I'm generating a lot of data with GPU-Code in my script (200k+ long vectors), so it takes a while.
I'm doing this in batches via a generator as I do not have the memory to store all vectors in my GPU at once. The generator has the following structure:
for i in range(0, len(inputs), batch_size):
try:
<generate the vectors>
yield 1, <the vectors> # Here it was successful
except RuntimeError:
print(f'could not generate vectors {index} to {index + batch_size}')
yield 0, (i, i+ batch_size) # Here the input was malformed
I know that some of the input is malformed to the point that generating vectors from it will fail with a runtime error and that's fine, it's not even 1% of my dataset.
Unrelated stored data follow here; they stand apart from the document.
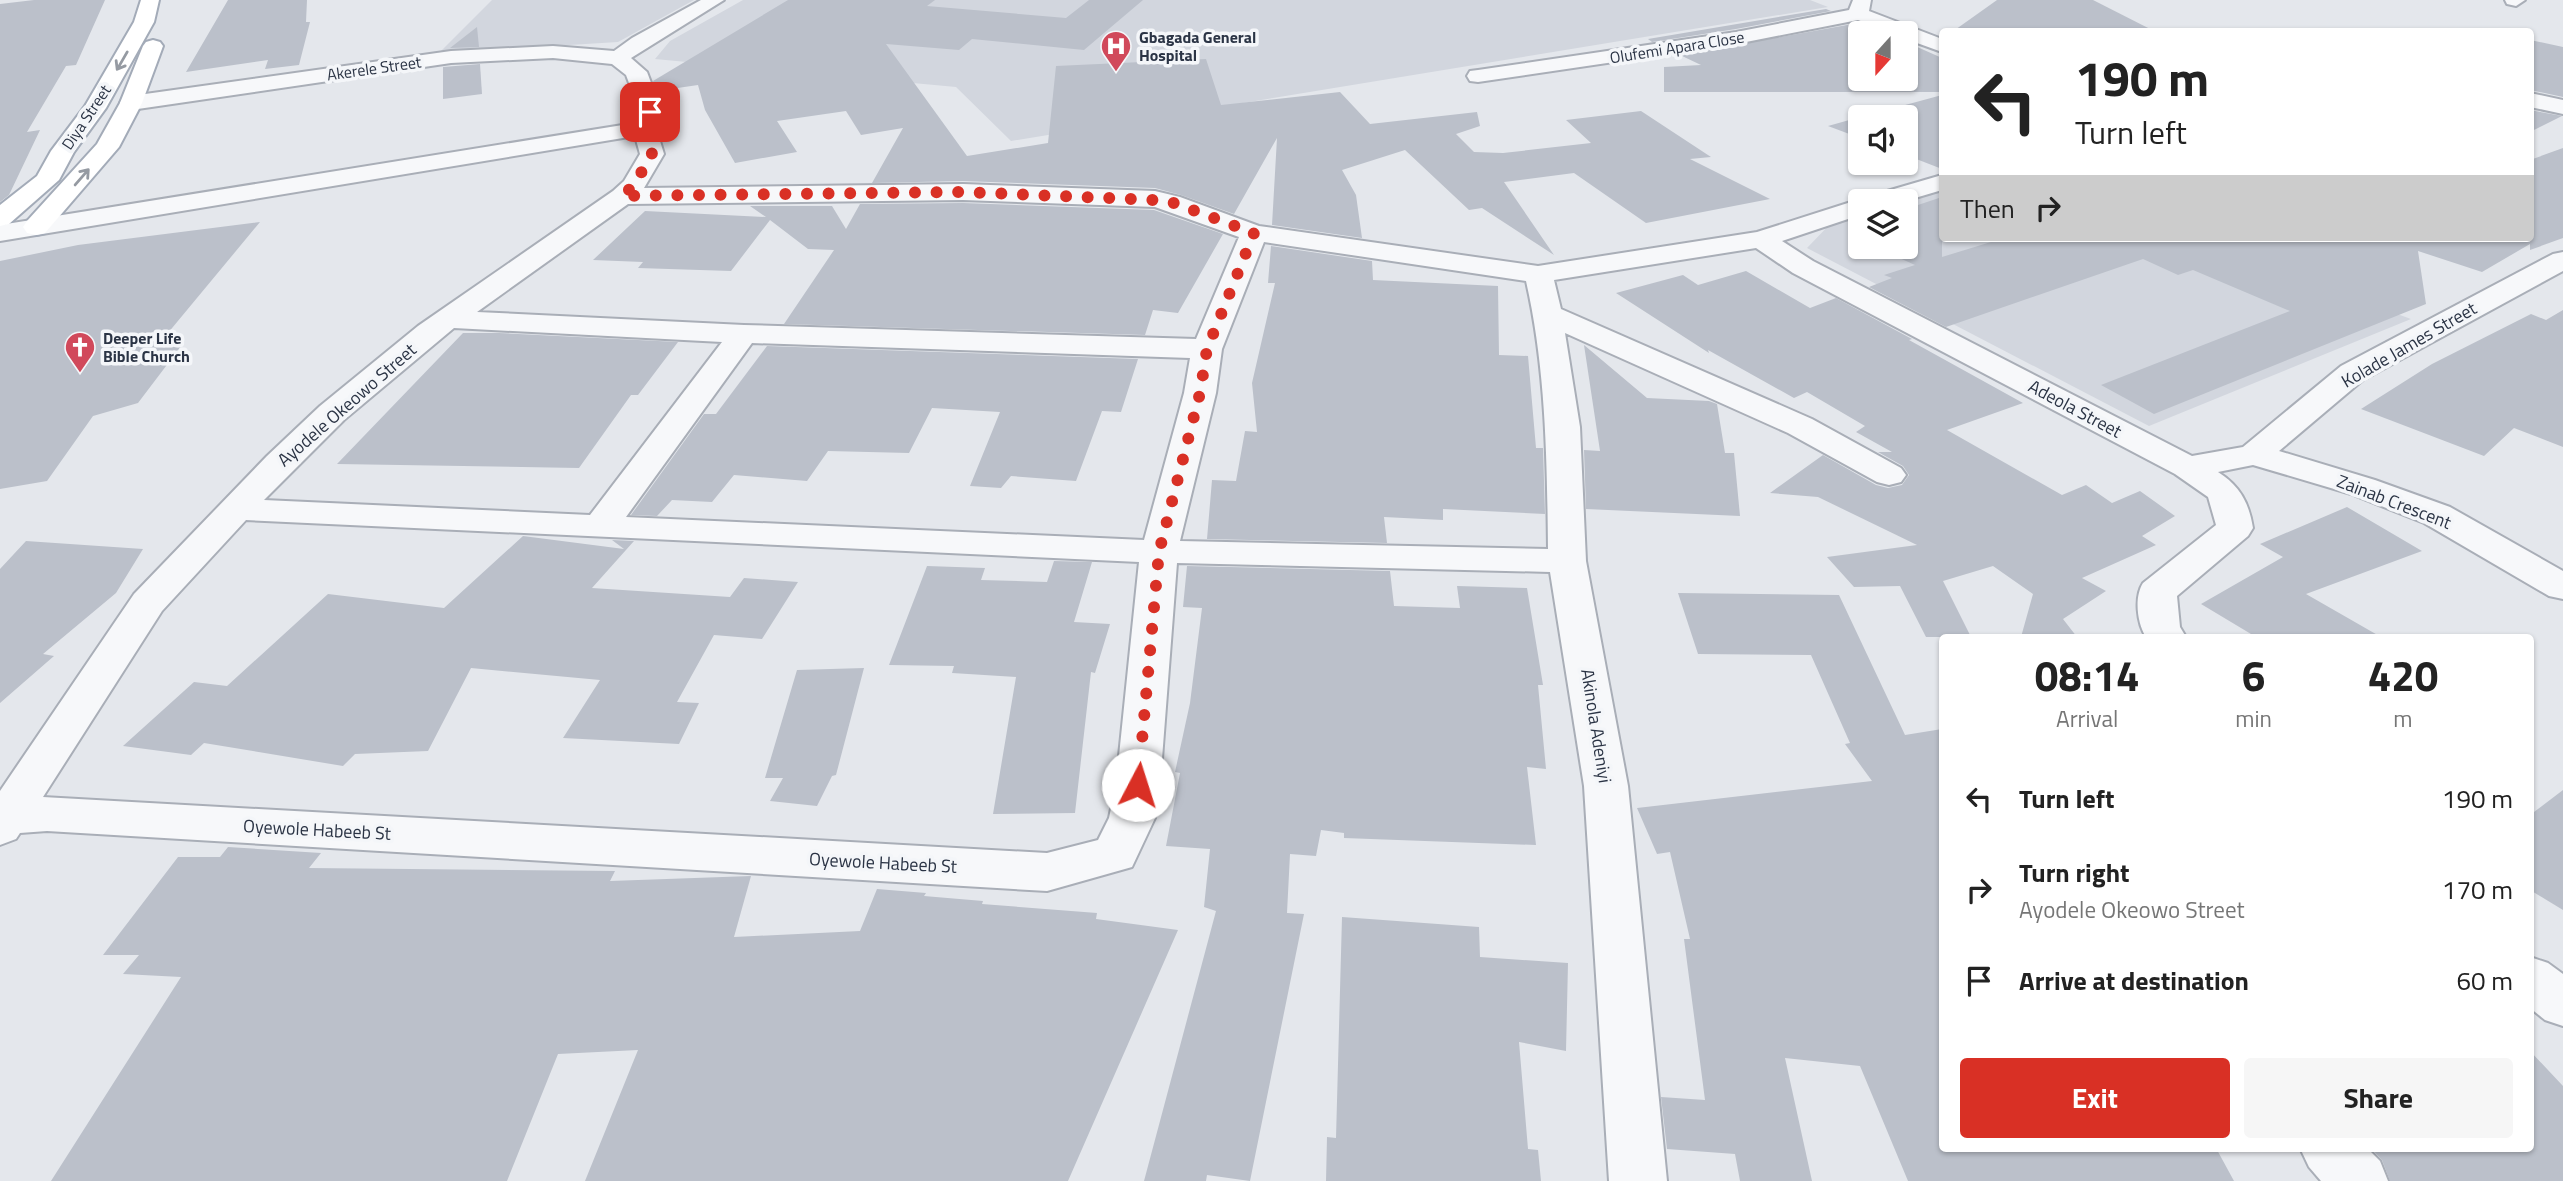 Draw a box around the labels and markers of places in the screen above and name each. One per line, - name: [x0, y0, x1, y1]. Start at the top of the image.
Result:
- place label: Gbagada General Hospital: [1139, 25, 1256, 67]
- hospital icon: Gbagada General Hospital: [1099, 29, 1133, 73]
- pin: [620, 82, 680, 142]
- place label: Deeper Life Bible Church: [103, 326, 190, 368]
- church icon: Deeper Life Bible Church: [63, 330, 97, 374] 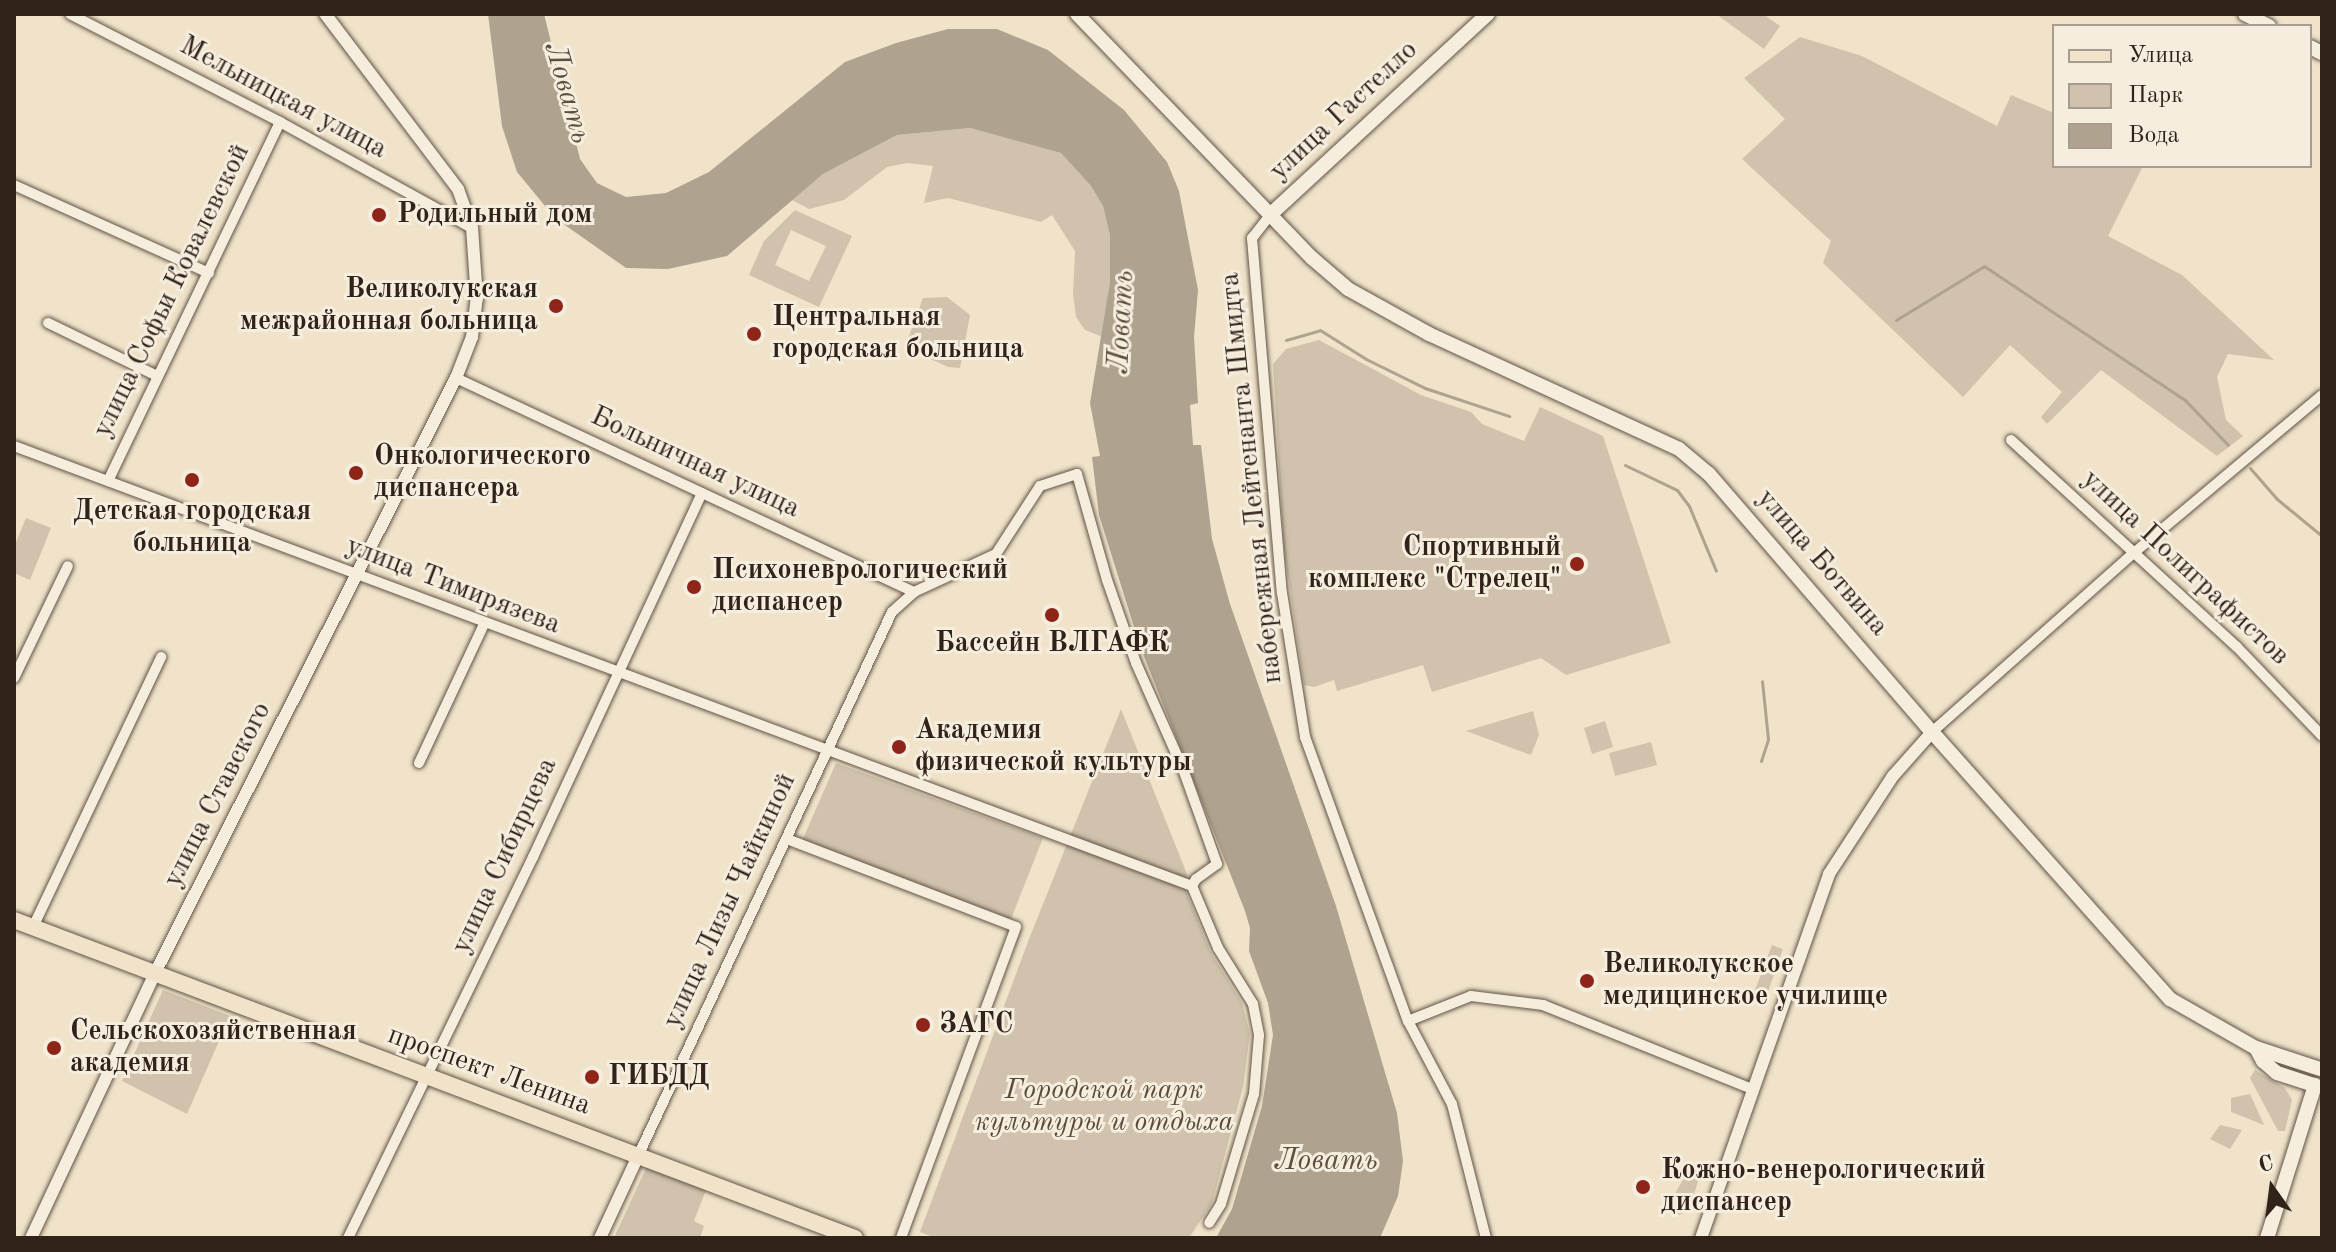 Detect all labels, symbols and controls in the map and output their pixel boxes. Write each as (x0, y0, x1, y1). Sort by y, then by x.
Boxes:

I want to get the indices and deal with it later.
Here's my problem
Once vector creation fails, the GPU is basically bricked and will respond to all requests with aforementioned error. Validating all input beforehand would be cumbersome and slow. I don't want to do it. I want to roll over all malformed inputs and deal with it later.
My question is
How can I recover the GPU from this bricked state as easy and fast as possible? All questions that I have found so far ask about fixing the underlying error, which I do not need to do. I just want to get on with generating vectors from my dataset.